What this task involves: Retype, word for word, the lines from the first line of the entries through the line that holds "Instruction: Describe this"; leave out the pictures.
Segment Start: Data excerpts
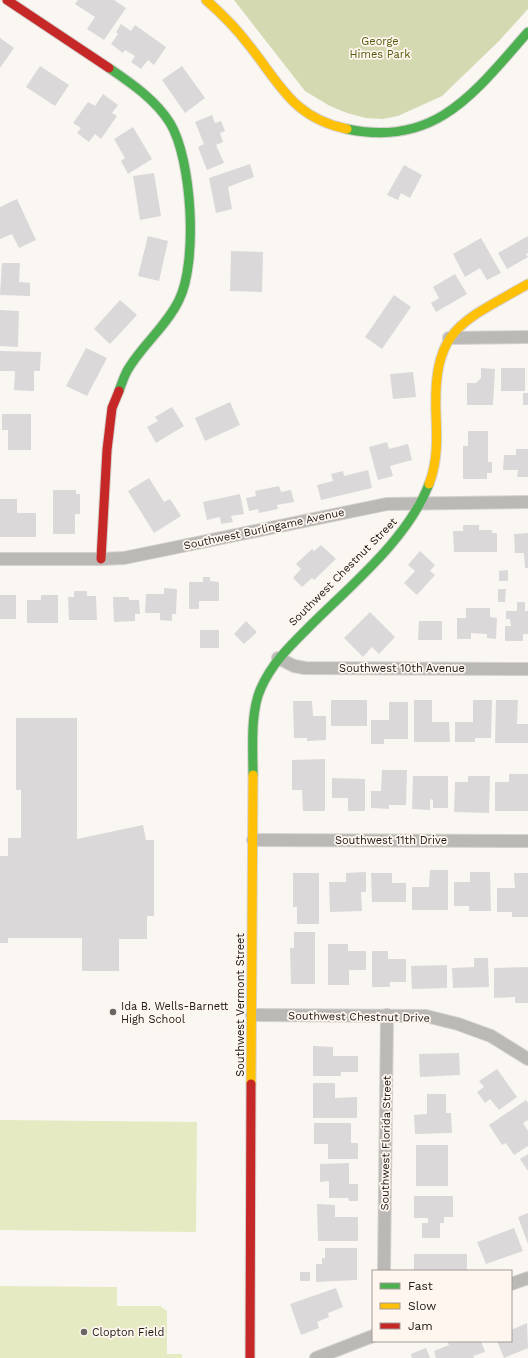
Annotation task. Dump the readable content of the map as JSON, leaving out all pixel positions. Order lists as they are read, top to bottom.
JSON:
{
  "streets": {
    "street": [
      "Southwest Burlingame Avenue",
      "Southwest Chestnut Street",
      "Southwest 10th Avenue",
      "Southwest 11th Drive",
      "Southwest Vermont Street",
      "Southwest Chestnut Drive",
      "Southwest Florida Street"
    ]
  },
  "crossings": [
    ["Southwest Burlingame Avenue", "Southwest Chestnut Street"],
    ["Southwest Chestnut Street", "Southwest 10th Avenue"],
    ["Southwest Chestnut Street", "Southwest Vermont Street"],
    ["Southwest 10th Avenue", "Southwest Vermont Street"],
    ["Southwest 11th Drive", "Southwest Vermont Street"],
    ["Southwest Vermont Street", "Southwest Chestnut Drive"],
    ["Southwest Chestnut Drive", "Southwest Florida Street"]
  ],
  "parks": ["George Himes Park"],
  "places": ["Ida B. Wells-Barnett High School", "Clopton Field"],
  "legend": ["Fast", "Slow", "Jam"]
}
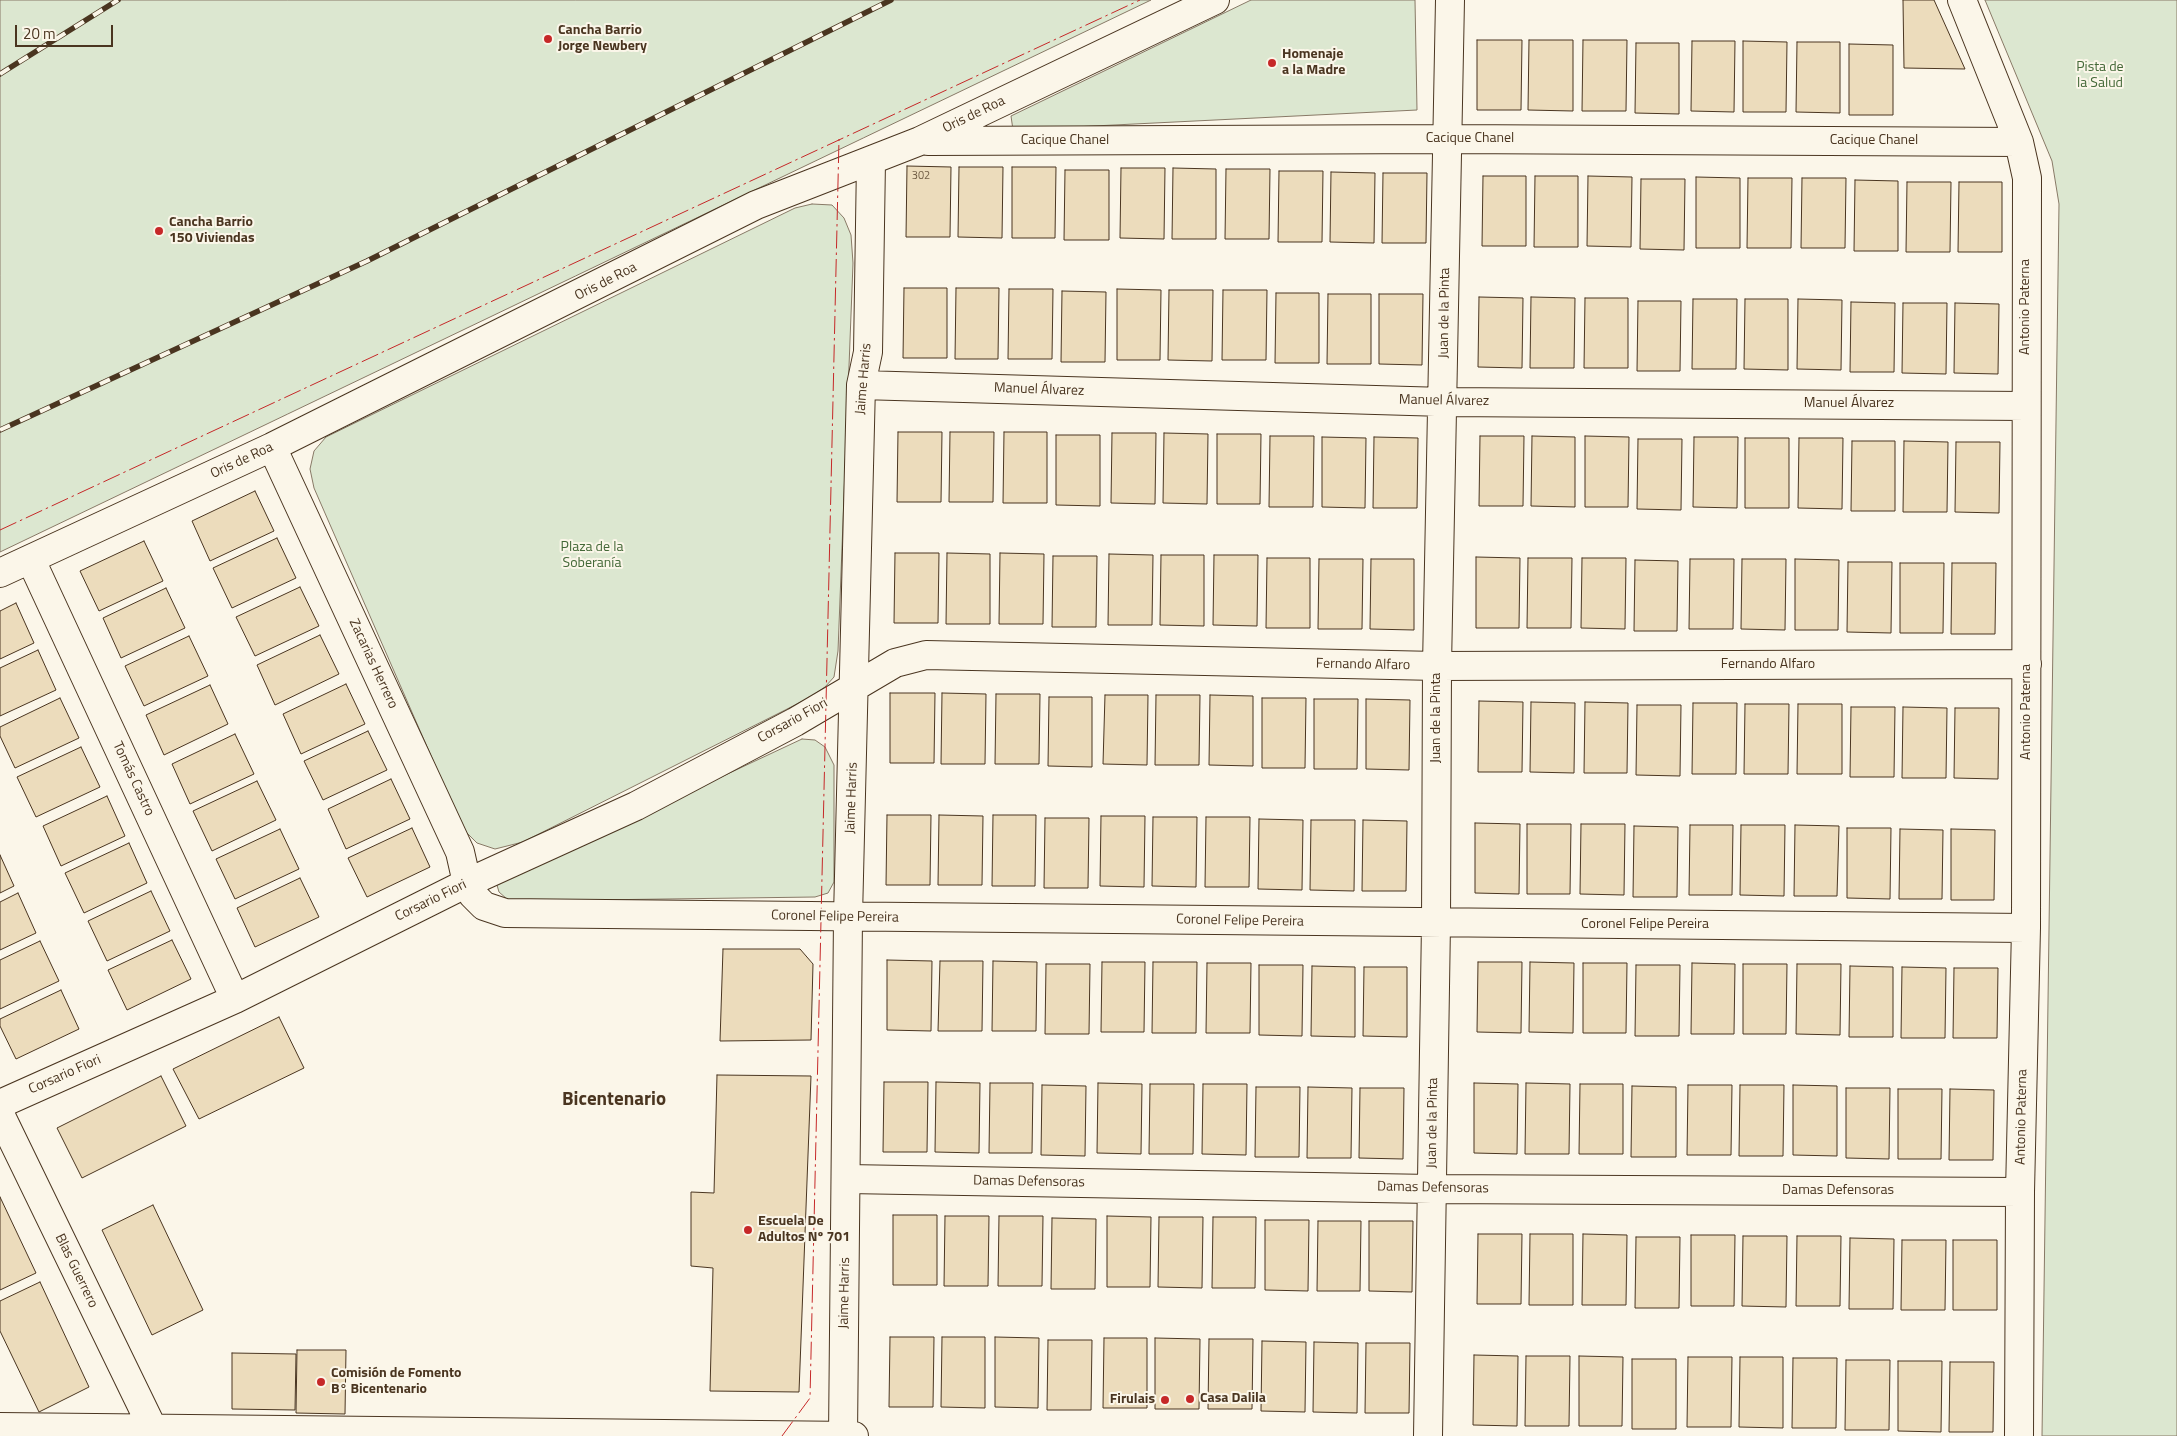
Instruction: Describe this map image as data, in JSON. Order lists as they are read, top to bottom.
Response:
{
  "streets": {
    "street": [
      "Oris de Roa",
      "Cacique Chanel",
      "Antonio Paterna",
      "Juan de la Pinta",
      "Jaime Harris",
      "Manuel Álvarez",
      "Zacarias Herrero",
      "Fernando Alfaro",
      "Corsario Fiori",
      "Tomás Castro",
      "Coronel Felipe Pereira",
      "Damas Defensoras",
      "Blas Guerrero"
    ]
  },
  "crossings": [
    ["Oris de Roa", "Cacique Chanel"],
    ["Oris de Roa", "Jaime Harris"],
    ["Oris de Roa", "Zacarias Herrero"],
    ["Oris de Roa", "Tomás Castro"],
    ["Cacique Chanel", "Antonio Paterna"],
    ["Cacique Chanel", "Juan de la Pinta"],
    ["Antonio Paterna", "Manuel Álvarez"],
    ["Antonio Paterna", "Fernando Alfaro"],
    ["Antonio Paterna", "Coronel Felipe Pereira"],
    ["Antonio Paterna", "Damas Defensoras"],
    ["Juan de la Pinta", "Manuel Álvarez"],
    ["Juan de la Pinta", "Fernando Alfaro"],
    ["Juan de la Pinta", "Coronel Felipe Pereira"],
    ["Juan de la Pinta", "Damas Defensoras"],
    ["Jaime Harris", "Manuel Álvarez"],
    ["Jaime Harris", "Fernando Alfaro"],
    ["Jaime Harris", "Corsario Fiori"],
    ["Jaime Harris", "Coronel Felipe Pereira"],
    ["Jaime Harris", "Damas Defensoras"],
    ["Zacarias Herrero", "Corsario Fiori"],
    ["Zacarias Herrero", "Coronel Felipe Pereira"],
    ["Fernando Alfaro", "Corsario Fiori"],
    ["Corsario Fiori", "Tomás Castro"],
    ["Corsario Fiori", "Coronel Felipe Pereira"]
  ],
  "districts": ["Bicentenario"],
  "parks": ["Pista de la Salud", "Plaza de la Soberanía"],
  "places": [
    "Cancha Barrio Jorge Newbery",
    "Homenaje a la Madre",
    "Cancha Barrio 150 Viviendas",
    "Escuela De Adultos Nº 701",
    "Comisión de Fomento B° Bicentenario",
    "Casa Dalila",
    "Firulais"
  ],
  "house_numbers": ["302"],
  "scale_bar": "20 m"
}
Segment End: Data excerpts
Answer to the exercise:
Annotation task. Dump the readable content of the map as JSON, leaving out all pixel positions. Order lists as they are read, top to bottom.
JSON:
{
  "streets": {
    "street": [
      "Southwest Burlingame Avenue",
      "Southwest Chestnut Street",
      "Southwest 10th Avenue",
      "Southwest 11th Drive",
      "Southwest Vermont Street",
      "Southwest Chestnut Drive",
      "Southwest Florida Street"
    ]
  },
  "crossings": [
    ["Southwest Burlingame Avenue", "Southwest Chestnut Street"],
    ["Southwest Chestnut Street", "Southwest 10th Avenue"],
    ["Southwest Chestnut Street", "Southwest Vermont Street"],
    ["Southwest 10th Avenue", "Southwest Vermont Street"],
    ["Southwest 11th Drive", "Southwest Vermont Street"],
    ["Southwest Vermont Street", "Southwest Chestnut Drive"],
    ["Southwest Chestnut Drive", "Southwest Florida Street"]
  ],
  "parks": ["George Himes Park"],
  "places": ["Ida B. Wells-Barnett High School", "Clopton Field"],
  "legend": ["Fast", "Slow", "Jam"]
}
Instruction: Describe this map image as data, in JSON. Order lists as they are read, top to bottom.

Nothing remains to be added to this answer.